(Required action):
Give back an exact repetition of the material below, from its first line through the line that contains "position:relative; width:2003px; height:1466px;", both included, minus the pictures.
+++
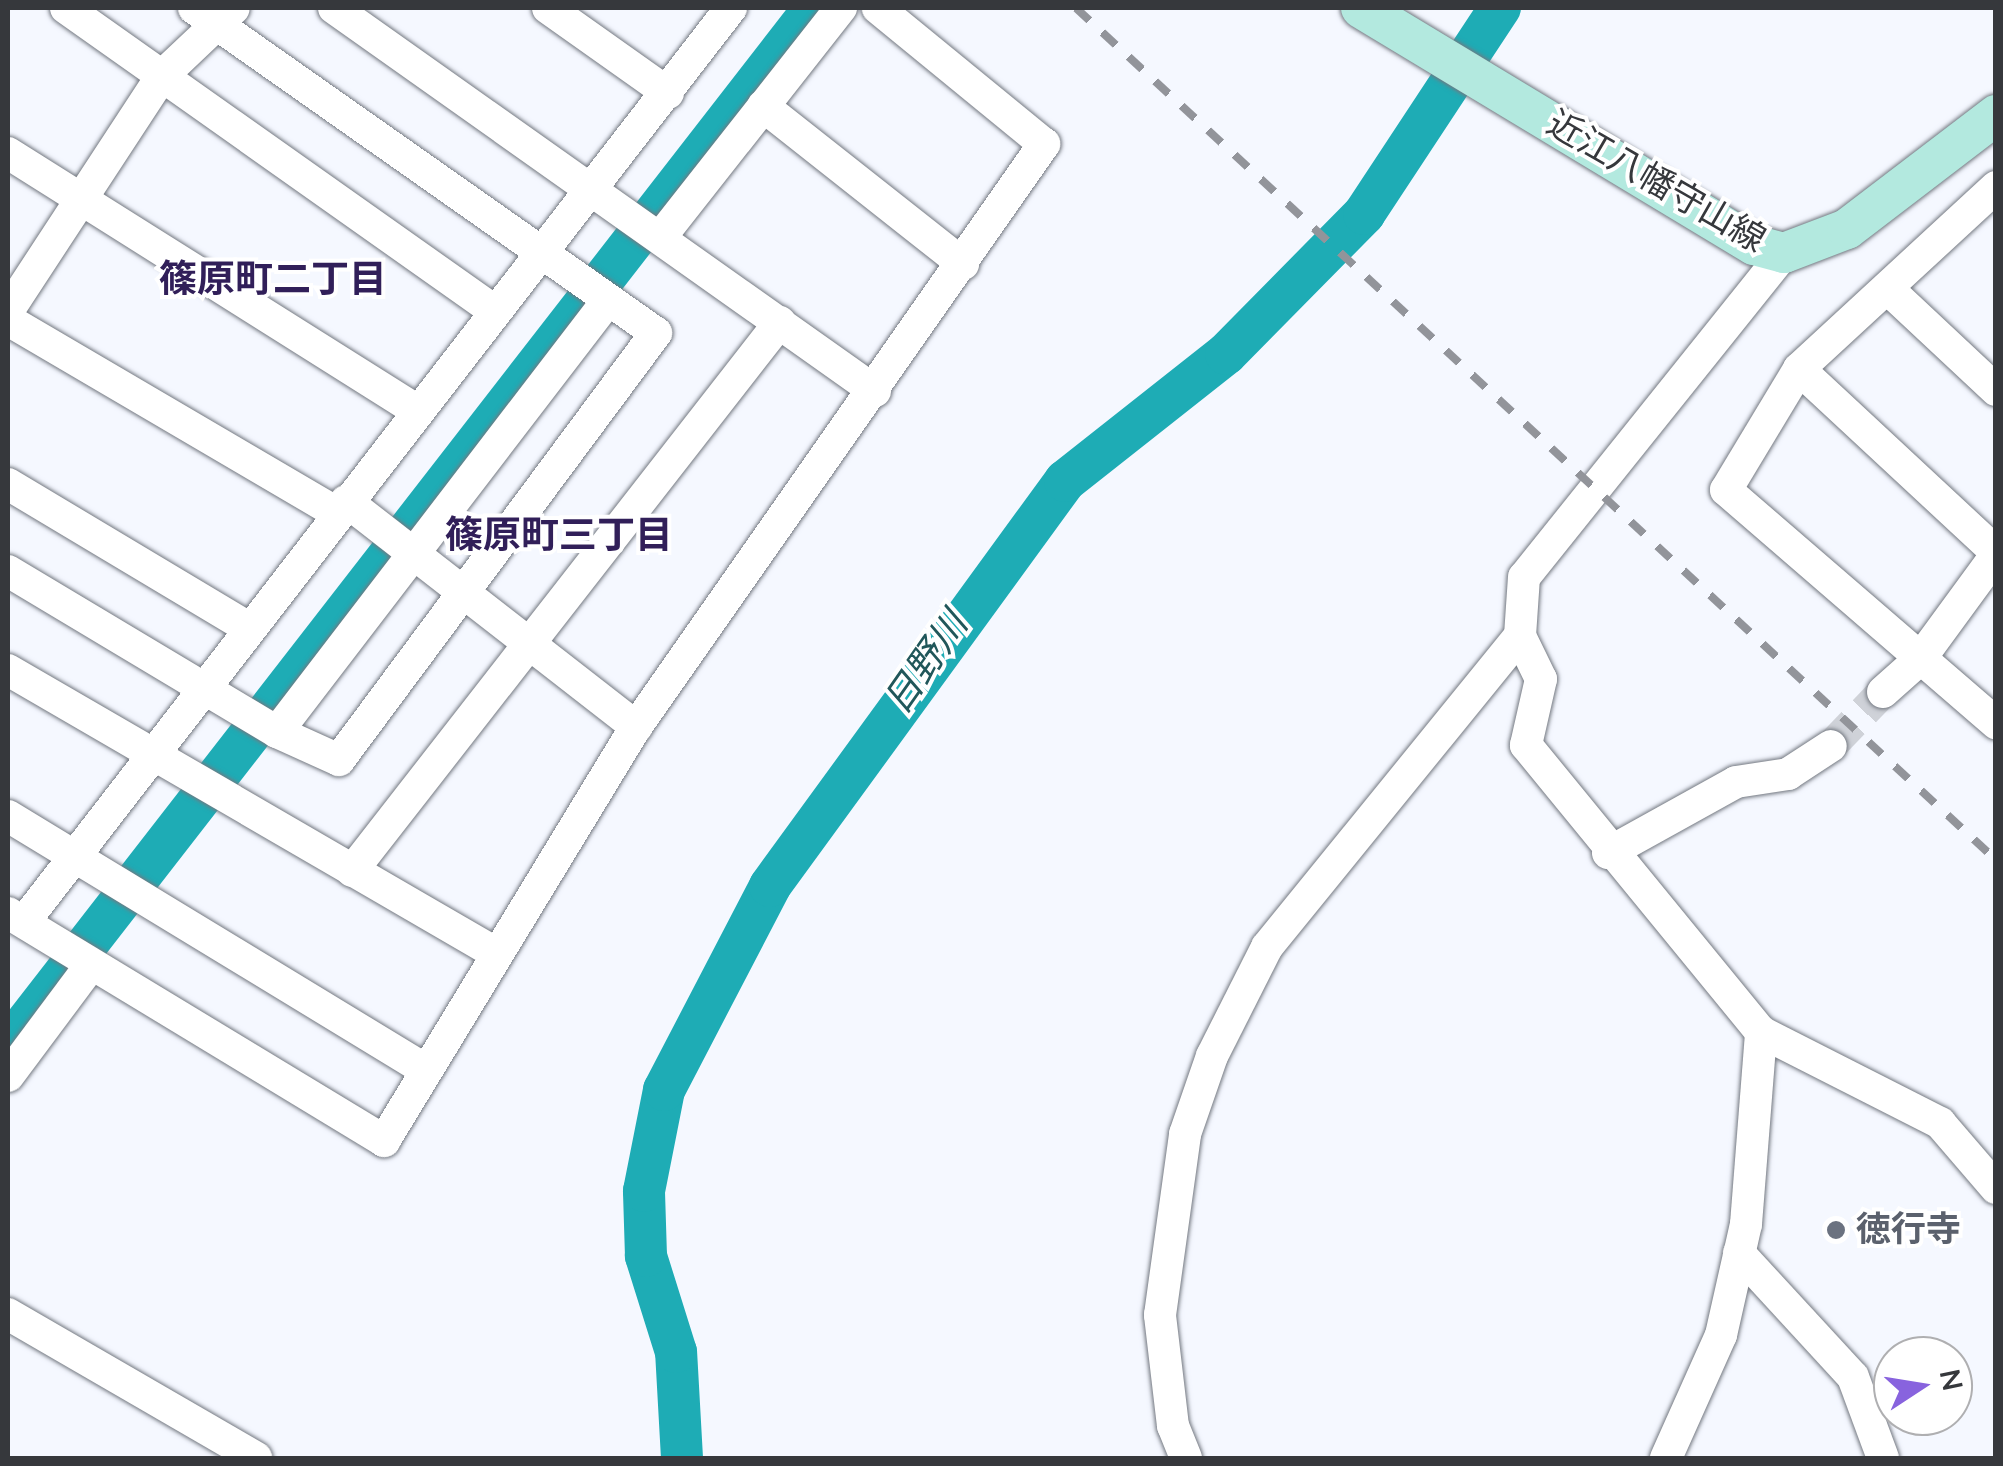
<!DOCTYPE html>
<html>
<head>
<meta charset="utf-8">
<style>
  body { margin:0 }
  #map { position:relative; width:2003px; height:1466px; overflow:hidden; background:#f5f8ff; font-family:"Nunito Sans","Noto Sans JP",sans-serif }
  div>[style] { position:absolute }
  .river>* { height:42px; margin:-21px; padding:0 21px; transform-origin:21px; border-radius:21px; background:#1eacb5 }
  .minor-tunnel>* { height:32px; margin-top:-16px; transform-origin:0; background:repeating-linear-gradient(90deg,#cfd2d8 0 32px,transparent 0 48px) }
  .roads { filter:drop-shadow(0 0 2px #737881) drop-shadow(0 0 2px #737881) }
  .minor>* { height:32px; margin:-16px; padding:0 16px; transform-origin:16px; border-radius:16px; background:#fff }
  .major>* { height:40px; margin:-20px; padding:0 20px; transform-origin:20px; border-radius:20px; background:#b3e9df }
  .rail>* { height:8px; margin-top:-4px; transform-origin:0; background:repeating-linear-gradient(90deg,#92949a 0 18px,transparent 0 36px) }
  .dots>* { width:28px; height:28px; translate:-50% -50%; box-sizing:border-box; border:5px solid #fff; border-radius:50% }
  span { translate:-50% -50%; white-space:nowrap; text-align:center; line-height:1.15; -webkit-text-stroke:8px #fff; paint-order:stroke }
  .street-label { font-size:35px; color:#36383c }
  .worship-label { font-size:35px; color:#5b616d; font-weight:700 }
  .left { translate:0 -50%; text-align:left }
  .neighbourhood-label { font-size:38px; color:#311f59; font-weight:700 }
  .water-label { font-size:38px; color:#21575a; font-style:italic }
  .frame { position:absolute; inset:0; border:10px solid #36383c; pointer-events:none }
  .north { position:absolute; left:1873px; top:1336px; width:100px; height:100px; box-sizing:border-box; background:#fff; border:2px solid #afafb1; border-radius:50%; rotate:78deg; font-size:28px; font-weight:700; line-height:40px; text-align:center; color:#36383c }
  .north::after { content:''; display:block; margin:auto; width:35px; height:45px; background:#8863de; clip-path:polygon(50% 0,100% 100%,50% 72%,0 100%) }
</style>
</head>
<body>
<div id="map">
  <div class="river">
    <i style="left:8px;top:1046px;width:1314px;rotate:-52.17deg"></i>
    <i style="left:682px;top:1458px;width:106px;rotate:-93.2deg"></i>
    <i style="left:676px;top:1352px;width:101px;rotate:-107.4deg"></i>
    <i style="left:646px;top:1256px;width:65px;rotate:-91.8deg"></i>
    <i style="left:644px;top:1191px;width:103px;rotate:-78.8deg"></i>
    <i style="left:664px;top:1090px;width:230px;rotate:-62.5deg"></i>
    <i style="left:770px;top:886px;width:501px;rotate:-53.93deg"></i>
    <i style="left:1065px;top:481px;width:205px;rotate:-38.3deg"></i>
    <i style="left:1226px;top:354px;width:197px;rotate:-45.4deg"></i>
    <i style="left:1364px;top:214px;width:247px;rotate:-56.6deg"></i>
  </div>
  <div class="minor-tunnel">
    <i style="left:1831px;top:746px;width:75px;rotate:-46.1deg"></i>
  </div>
  <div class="roads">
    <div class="minor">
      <i style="left:66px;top:8px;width:523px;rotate:35.27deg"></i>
      <i style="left:334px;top:8px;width:663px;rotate:35.3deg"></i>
      <i style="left:548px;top:8px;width:147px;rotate:35.3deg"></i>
      <i style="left:763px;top:106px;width:255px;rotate:38.3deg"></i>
      <i style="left:8px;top:153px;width:482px;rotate:32.2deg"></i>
      <i style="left:1996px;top:187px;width:268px;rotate:137.3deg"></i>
      <i style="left:1799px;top:369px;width:141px;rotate:121.1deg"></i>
      <i style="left:1726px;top:490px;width:357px;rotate:40.8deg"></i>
      <i style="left:663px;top:234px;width:288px;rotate:-51.8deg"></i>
      <i style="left:1784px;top:253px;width:415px;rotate:128.7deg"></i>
      <i style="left:1524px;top:577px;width:59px;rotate:93.9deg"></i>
      <i style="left:1520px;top:636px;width:48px;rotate:64deg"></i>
      <i style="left:1541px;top:679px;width:68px;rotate:102.8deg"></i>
      <i style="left:1526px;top:745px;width:371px;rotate:50.7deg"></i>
      <i style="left:1761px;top:1032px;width:201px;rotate:26.9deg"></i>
      <i style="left:1940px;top:1123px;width:86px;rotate:49.3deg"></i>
      <i style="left:1888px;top:289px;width:148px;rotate:43.1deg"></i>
      <i style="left:8px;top:311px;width:280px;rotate:-56.8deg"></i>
      <i style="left:161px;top:77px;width:100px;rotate:-43.4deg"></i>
      <i style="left:8px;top:320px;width:381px;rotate:30.4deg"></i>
      <i style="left:1799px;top:369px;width:269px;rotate:42.9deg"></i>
      <i style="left:8px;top:484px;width:281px;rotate:30.9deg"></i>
      <i style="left:346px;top:501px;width:368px;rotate:37.9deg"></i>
      <i style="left:8px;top:571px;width:313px;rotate:30.9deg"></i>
      <i style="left:277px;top:732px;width:68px;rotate:24.3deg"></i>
      <i style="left:339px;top:760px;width:532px;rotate:-53.41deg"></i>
      <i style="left:656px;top:333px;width:565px;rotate:-144.88deg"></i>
      <i style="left:8px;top:670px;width:560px;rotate:30.14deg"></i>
      <i style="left:1883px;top:692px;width:50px;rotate:-41.7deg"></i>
      <i style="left:1920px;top:659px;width:129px;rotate:-53.8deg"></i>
      <i style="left:277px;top:732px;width:544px;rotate:-52.54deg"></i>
      <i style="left:8px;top:816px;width:486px;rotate:31.3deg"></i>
      <i style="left:1608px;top:853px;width:146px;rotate:-29deg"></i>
      <i style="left:1736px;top:782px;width:53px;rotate:-8.7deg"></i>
      <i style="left:1788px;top:774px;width:51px;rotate:-33.1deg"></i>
      <i style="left:352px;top:871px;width:696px;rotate:-52.06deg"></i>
      <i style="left:8px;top:913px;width:440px;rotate:31.2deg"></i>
      <i style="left:384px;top:1141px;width:485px;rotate:-58.7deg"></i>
      <i style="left:636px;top:727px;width:712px;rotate:-55.01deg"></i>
      <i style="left:1044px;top:144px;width:215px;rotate:-140.7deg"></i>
      <i style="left:24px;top:922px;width:1156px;rotate:-52.28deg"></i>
      <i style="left:8px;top:1076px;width:137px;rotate:-53.3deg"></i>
      <i style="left:1739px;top:1253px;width:168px;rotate:47.4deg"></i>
      <i style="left:1853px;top:1377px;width:86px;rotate:69.7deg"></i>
      <i style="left:8px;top:1314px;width:287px;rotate:30.1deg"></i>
      <i style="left:1186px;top:1458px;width:35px;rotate:-112deg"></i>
      <i style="left:1173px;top:1426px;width:112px;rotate:-96.7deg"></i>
      <i style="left:1160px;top:1315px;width:183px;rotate:-82.1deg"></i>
      <i style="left:1185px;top:1134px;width:83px;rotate:-70.9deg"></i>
      <i style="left:1212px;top:1056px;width:122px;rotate:-63.2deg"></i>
      <i style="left:1267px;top:947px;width:401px;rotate:-50.9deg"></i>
      <i style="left:1666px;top:1458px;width:135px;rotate:-65.9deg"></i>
      <i style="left:1721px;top:1335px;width:114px;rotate:-77.3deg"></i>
      <i style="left:1746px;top:1224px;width:193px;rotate:-85.5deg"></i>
    </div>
    <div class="major">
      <i style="left:1361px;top:8px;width:459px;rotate:31.1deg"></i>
      <i style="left:1754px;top:245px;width:31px;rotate:15deg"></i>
      <i style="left:1784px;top:253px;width:67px;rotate:-20.9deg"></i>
      <i style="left:1847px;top:229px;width:188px;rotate:-37.4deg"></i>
    </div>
  </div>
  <div class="rail">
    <i style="left:1076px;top:8px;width:1254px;rotate:42.8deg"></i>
  </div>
  <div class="dots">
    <i style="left:1836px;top:1230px;background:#6b7280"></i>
  </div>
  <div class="street-label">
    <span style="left:1656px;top:182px;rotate:30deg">近江八幡守山線</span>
  </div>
  <div class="worship-label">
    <span class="left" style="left:1856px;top:1230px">徳行寺</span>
  </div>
  <div class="neighbourhood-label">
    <span style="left:273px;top:280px">篠原町二丁目</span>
    <span style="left:559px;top:536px">篠原町三丁目</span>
  </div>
  <div class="water-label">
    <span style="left:926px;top:663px;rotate:-55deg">日野川</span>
  </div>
  <div class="frame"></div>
  <div class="north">N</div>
</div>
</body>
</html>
+++
(Expected output):
<!DOCTYPE html>
<html>
<head>
<meta charset="utf-8">
<style>
  body { margin:0 }
  #map { position:relative; width:2003px; height:1466px; overflow:hidden; background:#f5f8ff; font-family:"Nunito Sans","Noto Sans JP",sans-serif }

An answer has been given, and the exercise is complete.